Assignment
The lines from the start of the records through the one containing "156px,815px 158px,813px 174px,838px" are to be restated word for word; please include both ends.

Data records
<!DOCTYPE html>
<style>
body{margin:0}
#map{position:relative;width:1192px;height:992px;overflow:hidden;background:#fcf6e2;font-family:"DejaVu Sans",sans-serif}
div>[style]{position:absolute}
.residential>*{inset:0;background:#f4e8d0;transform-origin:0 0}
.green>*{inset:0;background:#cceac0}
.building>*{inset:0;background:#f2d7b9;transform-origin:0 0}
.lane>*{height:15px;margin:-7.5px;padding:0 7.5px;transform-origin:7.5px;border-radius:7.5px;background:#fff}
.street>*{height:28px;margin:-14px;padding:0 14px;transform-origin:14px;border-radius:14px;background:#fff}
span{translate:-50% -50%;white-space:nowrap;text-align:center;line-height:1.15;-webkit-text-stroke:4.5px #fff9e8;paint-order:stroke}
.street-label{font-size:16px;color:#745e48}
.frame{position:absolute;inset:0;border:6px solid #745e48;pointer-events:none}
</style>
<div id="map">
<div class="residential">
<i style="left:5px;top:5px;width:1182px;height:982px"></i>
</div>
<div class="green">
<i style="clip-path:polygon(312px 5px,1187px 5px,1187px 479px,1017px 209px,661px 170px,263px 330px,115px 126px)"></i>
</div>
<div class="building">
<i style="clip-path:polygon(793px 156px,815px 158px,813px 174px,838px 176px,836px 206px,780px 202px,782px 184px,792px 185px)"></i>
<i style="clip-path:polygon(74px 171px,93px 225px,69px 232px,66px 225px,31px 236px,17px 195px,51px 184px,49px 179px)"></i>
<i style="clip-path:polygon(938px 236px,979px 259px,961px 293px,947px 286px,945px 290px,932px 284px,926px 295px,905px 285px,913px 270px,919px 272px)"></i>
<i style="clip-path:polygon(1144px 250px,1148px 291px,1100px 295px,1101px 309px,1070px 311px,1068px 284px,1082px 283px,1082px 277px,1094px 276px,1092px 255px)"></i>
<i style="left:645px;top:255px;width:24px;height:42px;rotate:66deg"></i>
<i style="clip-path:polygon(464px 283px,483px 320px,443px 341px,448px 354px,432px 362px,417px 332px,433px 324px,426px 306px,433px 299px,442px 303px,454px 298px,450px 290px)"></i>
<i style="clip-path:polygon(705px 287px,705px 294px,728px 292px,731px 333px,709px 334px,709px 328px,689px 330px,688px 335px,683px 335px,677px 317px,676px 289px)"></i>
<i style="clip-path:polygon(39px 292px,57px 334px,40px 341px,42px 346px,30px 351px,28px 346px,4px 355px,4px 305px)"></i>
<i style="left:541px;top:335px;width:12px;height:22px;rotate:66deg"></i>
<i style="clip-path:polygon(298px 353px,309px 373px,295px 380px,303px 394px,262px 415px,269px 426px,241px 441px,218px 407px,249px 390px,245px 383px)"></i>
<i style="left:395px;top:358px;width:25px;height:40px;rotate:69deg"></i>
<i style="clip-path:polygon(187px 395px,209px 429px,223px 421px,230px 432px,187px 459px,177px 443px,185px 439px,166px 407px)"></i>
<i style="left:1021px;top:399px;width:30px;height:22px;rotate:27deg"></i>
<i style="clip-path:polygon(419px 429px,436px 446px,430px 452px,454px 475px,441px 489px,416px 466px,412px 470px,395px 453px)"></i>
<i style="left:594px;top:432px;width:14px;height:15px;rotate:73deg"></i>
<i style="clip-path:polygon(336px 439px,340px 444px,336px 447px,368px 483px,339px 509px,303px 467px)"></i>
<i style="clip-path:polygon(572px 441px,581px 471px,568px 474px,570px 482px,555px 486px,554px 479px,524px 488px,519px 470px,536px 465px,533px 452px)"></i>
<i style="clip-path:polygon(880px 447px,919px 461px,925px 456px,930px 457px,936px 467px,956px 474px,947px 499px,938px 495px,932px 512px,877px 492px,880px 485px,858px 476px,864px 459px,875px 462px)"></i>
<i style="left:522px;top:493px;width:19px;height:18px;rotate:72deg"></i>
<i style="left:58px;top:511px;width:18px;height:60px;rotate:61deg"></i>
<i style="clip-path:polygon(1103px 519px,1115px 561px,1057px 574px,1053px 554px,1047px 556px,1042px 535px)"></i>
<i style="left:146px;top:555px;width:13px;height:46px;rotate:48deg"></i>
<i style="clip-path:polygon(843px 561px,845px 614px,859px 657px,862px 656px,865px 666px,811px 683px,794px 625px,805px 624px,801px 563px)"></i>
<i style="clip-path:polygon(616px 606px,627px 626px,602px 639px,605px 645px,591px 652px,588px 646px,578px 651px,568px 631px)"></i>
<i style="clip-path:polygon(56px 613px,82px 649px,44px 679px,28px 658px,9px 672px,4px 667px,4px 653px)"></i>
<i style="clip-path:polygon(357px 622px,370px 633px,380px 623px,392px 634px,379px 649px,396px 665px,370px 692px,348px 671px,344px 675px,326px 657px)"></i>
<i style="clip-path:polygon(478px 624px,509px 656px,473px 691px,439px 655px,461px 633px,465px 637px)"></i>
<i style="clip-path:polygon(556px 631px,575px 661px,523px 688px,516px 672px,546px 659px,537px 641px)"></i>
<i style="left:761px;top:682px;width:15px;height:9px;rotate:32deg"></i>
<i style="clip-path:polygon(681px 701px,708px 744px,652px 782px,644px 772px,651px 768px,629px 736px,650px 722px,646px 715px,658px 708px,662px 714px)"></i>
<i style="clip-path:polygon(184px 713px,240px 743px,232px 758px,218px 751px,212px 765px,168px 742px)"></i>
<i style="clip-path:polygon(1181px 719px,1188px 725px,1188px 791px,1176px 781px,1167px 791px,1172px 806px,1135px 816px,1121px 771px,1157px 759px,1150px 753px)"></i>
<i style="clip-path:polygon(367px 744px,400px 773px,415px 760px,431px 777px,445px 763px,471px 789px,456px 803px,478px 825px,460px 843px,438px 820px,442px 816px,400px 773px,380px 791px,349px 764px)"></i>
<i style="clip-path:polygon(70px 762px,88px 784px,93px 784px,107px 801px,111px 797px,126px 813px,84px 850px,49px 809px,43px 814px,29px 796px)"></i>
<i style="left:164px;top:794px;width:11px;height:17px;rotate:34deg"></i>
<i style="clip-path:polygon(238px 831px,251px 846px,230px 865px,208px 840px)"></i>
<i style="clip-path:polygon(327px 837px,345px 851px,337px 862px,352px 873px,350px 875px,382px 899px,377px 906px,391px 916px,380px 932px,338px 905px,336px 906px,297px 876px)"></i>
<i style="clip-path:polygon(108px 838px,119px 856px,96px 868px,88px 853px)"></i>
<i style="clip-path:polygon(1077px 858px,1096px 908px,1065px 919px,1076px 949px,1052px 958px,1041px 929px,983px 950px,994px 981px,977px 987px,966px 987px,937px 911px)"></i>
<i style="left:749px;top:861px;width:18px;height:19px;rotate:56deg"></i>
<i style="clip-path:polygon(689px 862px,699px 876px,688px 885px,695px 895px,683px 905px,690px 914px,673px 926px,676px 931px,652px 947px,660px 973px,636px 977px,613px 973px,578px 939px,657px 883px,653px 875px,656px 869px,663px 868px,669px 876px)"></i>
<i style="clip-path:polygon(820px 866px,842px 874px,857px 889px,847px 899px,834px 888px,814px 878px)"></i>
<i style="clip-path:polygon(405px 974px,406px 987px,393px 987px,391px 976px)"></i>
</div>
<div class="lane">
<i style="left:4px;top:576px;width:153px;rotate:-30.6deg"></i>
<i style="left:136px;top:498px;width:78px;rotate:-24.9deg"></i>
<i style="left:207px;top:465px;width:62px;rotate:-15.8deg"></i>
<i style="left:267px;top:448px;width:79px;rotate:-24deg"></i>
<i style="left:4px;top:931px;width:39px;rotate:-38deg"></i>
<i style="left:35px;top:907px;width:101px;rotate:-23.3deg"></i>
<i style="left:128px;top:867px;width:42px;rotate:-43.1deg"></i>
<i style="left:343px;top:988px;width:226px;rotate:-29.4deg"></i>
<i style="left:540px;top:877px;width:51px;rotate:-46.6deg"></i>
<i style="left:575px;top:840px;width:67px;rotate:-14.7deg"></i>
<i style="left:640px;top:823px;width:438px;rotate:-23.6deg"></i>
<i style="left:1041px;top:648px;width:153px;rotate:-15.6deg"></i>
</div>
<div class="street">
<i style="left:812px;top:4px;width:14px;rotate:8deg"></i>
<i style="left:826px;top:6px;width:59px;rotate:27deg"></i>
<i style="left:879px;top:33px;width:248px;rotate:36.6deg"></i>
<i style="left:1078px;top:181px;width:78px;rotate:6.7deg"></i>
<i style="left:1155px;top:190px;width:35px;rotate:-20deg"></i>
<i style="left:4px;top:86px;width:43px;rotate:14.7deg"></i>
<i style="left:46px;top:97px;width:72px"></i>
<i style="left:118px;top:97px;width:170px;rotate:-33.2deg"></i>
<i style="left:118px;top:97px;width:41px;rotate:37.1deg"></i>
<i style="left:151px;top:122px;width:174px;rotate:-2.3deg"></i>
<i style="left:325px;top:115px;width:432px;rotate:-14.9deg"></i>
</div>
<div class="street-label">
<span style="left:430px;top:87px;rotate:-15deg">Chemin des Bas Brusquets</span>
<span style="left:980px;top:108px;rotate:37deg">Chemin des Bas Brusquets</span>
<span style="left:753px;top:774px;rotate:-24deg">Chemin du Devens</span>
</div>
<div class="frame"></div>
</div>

Expected answer
<!DOCTYPE html>
<style>
body{margin:0}
#map{position:relative;width:1192px;height:992px;overflow:hidden;background:#fcf6e2;font-family:"DejaVu Sans",sans-serif}
div>[style]{position:absolute}
.residential>*{inset:0;background:#f4e8d0;transform-origin:0 0}
.green>*{inset:0;background:#cceac0}
.building>*{inset:0;background:#f2d7b9;transform-origin:0 0}
.lane>*{height:15px;margin:-7.5px;padding:0 7.5px;transform-origin:7.5px;border-radius:7.5px;background:#fff}
.street>*{height:28px;margin:-14px;padding:0 14px;transform-origin:14px;border-radius:14px;background:#fff}
span{translate:-50% -50%;white-space:nowrap;text-align:center;line-height:1.15;-webkit-text-stroke:4.5px #fff9e8;paint-order:stroke}
.street-label{font-size:16px;color:#745e48}
.frame{position:absolute;inset:0;border:6px solid #745e48;pointer-events:none}
</style>
<div id="map">
<div class="residential">
<i style="left:5px;top:5px;width:1182px;height:982px"></i>
</div>
<div class="green">
<i style="clip-path:polygon(312px 5px,1187px 5px,1187px 479px,1017px 209px,661px 170px,263px 330px,115px 126px)"></i>
</div>
<div class="building">
<i style="clip-path:polygon(793px 156px,815px 158px,813px 174px,838px 176px,836px 206px,780px 202px,782px 184px,792px 185px)"></i>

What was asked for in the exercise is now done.